▸ Task
Look through the entries for the string "need" and copy every line where it shows up.

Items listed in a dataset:
- Opening Delimiter -

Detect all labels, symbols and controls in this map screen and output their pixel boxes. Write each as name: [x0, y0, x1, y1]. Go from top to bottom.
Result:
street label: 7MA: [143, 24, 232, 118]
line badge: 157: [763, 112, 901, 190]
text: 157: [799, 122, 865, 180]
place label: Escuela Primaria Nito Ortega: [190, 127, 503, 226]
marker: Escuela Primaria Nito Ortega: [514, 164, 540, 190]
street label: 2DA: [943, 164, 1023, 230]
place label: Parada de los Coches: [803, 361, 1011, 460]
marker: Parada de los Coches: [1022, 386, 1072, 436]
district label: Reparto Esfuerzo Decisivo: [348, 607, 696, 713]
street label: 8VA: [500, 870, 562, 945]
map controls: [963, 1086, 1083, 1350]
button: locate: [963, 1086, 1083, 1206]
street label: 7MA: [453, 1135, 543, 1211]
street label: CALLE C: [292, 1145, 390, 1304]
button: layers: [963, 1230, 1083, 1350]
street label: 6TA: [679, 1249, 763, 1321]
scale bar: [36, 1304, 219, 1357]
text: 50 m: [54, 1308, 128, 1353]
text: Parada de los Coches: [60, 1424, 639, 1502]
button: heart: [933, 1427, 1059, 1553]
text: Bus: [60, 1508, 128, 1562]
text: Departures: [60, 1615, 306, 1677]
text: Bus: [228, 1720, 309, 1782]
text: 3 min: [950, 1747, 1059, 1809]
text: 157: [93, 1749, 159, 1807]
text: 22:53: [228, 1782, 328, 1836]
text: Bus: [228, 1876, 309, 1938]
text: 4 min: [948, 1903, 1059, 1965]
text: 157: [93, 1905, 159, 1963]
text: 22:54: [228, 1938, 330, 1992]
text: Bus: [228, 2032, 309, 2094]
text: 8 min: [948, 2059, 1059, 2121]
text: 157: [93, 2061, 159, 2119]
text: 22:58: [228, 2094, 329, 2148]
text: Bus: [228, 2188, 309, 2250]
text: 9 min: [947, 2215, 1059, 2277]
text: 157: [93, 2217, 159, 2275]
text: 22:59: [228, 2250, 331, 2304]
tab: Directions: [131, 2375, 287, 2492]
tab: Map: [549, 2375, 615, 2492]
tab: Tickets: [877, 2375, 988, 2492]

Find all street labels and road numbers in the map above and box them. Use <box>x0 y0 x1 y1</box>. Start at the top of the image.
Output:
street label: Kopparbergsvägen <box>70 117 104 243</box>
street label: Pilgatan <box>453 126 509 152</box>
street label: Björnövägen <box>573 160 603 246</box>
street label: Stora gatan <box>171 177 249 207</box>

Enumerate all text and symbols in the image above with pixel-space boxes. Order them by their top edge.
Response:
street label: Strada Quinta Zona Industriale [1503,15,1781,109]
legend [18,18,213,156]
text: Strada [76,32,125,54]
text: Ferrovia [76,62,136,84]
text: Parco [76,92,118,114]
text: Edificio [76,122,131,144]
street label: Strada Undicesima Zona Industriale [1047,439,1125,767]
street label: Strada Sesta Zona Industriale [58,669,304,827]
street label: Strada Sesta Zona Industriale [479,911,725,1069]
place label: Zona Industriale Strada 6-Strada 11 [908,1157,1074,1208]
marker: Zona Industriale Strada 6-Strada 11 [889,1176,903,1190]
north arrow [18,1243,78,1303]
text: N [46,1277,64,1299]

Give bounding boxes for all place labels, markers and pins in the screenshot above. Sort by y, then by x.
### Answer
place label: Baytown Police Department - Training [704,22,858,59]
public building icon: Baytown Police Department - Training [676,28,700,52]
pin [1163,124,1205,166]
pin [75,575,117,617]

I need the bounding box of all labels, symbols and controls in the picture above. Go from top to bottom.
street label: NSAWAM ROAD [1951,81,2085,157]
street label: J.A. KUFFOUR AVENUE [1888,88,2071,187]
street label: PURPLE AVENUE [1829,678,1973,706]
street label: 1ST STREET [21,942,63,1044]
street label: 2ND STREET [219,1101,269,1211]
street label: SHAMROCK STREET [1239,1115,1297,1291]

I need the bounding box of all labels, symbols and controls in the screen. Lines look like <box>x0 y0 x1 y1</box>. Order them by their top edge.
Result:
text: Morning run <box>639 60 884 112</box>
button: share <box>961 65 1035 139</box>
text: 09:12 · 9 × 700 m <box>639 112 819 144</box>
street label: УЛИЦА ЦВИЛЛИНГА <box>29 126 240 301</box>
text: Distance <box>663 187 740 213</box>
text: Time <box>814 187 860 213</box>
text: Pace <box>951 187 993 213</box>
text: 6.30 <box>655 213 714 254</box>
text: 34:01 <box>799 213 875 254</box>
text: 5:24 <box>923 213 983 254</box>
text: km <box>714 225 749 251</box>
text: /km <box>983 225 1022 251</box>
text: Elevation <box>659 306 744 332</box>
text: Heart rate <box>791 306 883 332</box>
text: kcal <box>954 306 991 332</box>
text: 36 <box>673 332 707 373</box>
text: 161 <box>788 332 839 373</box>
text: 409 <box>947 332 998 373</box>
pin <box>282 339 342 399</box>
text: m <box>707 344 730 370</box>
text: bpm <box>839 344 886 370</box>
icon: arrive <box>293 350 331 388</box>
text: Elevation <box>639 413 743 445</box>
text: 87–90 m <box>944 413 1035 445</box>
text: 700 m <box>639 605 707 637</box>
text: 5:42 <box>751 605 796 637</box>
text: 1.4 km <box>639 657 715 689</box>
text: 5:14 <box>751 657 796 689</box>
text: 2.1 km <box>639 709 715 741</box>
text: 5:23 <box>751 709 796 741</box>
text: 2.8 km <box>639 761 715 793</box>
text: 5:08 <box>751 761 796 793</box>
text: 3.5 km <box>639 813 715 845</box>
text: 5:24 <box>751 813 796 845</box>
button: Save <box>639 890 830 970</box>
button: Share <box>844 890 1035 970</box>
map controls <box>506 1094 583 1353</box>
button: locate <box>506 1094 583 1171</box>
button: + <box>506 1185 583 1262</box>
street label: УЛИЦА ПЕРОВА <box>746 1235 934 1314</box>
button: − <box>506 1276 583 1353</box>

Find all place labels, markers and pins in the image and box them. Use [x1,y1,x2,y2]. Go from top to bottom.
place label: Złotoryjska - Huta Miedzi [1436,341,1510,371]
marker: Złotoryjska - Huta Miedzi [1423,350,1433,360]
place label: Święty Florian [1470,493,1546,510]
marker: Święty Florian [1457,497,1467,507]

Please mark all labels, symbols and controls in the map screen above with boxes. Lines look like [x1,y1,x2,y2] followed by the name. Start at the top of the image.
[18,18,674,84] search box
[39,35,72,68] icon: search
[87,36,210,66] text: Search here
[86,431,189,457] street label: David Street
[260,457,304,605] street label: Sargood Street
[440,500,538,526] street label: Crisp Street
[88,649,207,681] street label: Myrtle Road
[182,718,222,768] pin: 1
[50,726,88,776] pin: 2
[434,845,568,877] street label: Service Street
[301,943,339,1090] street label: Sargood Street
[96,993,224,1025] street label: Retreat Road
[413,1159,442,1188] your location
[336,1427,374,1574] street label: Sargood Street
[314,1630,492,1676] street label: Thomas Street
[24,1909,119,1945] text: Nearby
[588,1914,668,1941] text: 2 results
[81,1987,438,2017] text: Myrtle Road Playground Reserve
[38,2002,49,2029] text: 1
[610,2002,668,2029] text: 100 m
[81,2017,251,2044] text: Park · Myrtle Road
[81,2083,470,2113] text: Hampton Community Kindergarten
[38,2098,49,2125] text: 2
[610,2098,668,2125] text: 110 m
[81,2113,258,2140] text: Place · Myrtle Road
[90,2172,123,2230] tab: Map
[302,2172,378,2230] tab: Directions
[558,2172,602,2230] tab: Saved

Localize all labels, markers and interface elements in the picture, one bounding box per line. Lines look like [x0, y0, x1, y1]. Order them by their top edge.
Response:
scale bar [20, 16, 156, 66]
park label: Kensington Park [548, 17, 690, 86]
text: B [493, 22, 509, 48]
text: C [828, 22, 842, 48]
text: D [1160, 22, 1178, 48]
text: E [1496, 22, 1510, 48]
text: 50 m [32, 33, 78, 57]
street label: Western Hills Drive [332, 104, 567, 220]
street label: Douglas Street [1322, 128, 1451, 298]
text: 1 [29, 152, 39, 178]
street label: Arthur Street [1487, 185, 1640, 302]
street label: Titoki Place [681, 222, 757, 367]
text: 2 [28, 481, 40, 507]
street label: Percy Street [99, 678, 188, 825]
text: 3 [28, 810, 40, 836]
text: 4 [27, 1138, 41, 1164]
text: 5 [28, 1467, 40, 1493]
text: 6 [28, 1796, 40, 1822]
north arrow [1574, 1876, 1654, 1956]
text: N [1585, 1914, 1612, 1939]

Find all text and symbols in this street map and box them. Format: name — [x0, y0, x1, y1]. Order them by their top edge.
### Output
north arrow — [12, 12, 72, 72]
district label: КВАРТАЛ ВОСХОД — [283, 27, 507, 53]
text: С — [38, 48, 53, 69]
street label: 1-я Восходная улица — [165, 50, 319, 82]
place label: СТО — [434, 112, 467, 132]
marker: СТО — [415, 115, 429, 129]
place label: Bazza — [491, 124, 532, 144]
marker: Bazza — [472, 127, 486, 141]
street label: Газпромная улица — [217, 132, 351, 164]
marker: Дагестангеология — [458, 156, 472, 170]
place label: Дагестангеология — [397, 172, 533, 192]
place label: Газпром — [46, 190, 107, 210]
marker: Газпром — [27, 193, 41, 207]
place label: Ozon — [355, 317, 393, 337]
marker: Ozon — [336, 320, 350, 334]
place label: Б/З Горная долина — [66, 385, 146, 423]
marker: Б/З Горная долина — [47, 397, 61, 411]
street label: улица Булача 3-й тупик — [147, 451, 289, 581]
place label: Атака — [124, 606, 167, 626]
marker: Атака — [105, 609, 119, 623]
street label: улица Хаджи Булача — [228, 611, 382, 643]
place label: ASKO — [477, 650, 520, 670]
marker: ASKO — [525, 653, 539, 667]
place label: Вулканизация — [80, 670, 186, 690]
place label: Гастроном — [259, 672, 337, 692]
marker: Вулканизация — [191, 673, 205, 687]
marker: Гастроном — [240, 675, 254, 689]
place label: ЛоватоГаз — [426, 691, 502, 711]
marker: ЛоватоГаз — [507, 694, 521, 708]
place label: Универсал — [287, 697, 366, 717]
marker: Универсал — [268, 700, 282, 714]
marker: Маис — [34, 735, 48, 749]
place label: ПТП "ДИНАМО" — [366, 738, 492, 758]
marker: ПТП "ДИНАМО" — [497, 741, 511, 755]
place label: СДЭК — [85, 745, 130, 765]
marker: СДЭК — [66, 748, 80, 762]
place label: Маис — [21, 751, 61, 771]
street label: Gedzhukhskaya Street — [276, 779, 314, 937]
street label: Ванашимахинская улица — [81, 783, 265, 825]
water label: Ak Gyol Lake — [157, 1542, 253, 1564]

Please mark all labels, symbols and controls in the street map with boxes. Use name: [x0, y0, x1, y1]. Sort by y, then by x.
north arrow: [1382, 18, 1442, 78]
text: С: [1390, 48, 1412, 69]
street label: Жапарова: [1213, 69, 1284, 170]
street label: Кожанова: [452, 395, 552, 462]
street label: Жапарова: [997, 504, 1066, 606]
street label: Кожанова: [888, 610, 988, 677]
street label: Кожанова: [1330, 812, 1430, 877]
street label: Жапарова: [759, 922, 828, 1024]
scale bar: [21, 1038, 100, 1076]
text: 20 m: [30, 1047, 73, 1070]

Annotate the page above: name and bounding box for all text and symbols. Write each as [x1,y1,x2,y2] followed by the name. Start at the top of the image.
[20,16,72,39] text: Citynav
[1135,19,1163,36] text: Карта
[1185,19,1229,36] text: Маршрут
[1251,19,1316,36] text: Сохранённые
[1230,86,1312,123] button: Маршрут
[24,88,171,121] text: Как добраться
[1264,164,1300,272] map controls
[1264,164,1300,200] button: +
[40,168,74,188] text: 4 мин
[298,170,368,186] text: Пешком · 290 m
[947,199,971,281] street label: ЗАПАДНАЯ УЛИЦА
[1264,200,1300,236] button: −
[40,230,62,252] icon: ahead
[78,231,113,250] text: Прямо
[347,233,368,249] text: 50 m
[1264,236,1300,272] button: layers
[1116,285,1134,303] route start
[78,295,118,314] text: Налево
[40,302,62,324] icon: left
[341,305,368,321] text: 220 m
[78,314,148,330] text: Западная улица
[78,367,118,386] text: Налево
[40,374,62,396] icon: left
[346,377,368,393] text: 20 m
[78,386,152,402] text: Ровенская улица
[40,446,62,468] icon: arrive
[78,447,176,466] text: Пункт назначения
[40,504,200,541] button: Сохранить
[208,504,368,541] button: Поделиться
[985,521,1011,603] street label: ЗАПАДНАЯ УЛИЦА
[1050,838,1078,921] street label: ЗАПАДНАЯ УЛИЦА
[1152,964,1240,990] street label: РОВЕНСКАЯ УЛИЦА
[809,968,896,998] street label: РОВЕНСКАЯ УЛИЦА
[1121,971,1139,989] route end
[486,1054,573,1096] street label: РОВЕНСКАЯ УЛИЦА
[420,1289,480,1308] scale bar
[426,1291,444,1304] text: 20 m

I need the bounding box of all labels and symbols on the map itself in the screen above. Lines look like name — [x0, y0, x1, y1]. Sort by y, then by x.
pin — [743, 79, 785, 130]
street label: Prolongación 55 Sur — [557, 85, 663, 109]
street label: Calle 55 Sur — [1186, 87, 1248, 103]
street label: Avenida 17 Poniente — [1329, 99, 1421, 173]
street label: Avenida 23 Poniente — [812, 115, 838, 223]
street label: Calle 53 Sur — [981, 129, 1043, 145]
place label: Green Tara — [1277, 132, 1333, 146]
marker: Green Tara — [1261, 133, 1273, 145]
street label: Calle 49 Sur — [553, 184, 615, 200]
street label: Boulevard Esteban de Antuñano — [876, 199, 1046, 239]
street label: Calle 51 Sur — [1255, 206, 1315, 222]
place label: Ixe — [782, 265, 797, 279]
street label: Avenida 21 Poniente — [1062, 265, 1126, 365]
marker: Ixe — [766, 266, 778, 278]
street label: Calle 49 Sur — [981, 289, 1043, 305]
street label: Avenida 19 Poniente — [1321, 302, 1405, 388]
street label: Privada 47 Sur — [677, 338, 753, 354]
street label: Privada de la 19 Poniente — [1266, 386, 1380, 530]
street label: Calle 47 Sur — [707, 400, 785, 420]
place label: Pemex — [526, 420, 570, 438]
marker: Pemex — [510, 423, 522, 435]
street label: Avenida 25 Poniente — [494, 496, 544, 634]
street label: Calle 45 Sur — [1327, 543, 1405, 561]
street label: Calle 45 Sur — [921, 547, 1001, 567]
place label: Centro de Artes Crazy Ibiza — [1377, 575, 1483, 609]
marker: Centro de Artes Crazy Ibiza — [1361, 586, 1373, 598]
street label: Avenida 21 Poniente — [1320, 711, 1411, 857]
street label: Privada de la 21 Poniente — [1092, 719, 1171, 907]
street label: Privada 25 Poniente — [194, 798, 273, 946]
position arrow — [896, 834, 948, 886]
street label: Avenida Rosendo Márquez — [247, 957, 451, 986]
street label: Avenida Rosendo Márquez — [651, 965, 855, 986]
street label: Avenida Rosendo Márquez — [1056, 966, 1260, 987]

- Closing Delimiter -

▸ The completed task
I need the bounding box of all labels, symbols and controls in the picture above. Go from top to bottom.
I need the bounding box of all labels, symbols and controls in the screen. Lines look like <box>x0 y0 x1 y1</box>. Order them by their top edge.
I need the bounding box of all labels and symbols on the map itself in the screen above. Lines look like name — [x0, y0, x1, y1]. Sort by y, then by x.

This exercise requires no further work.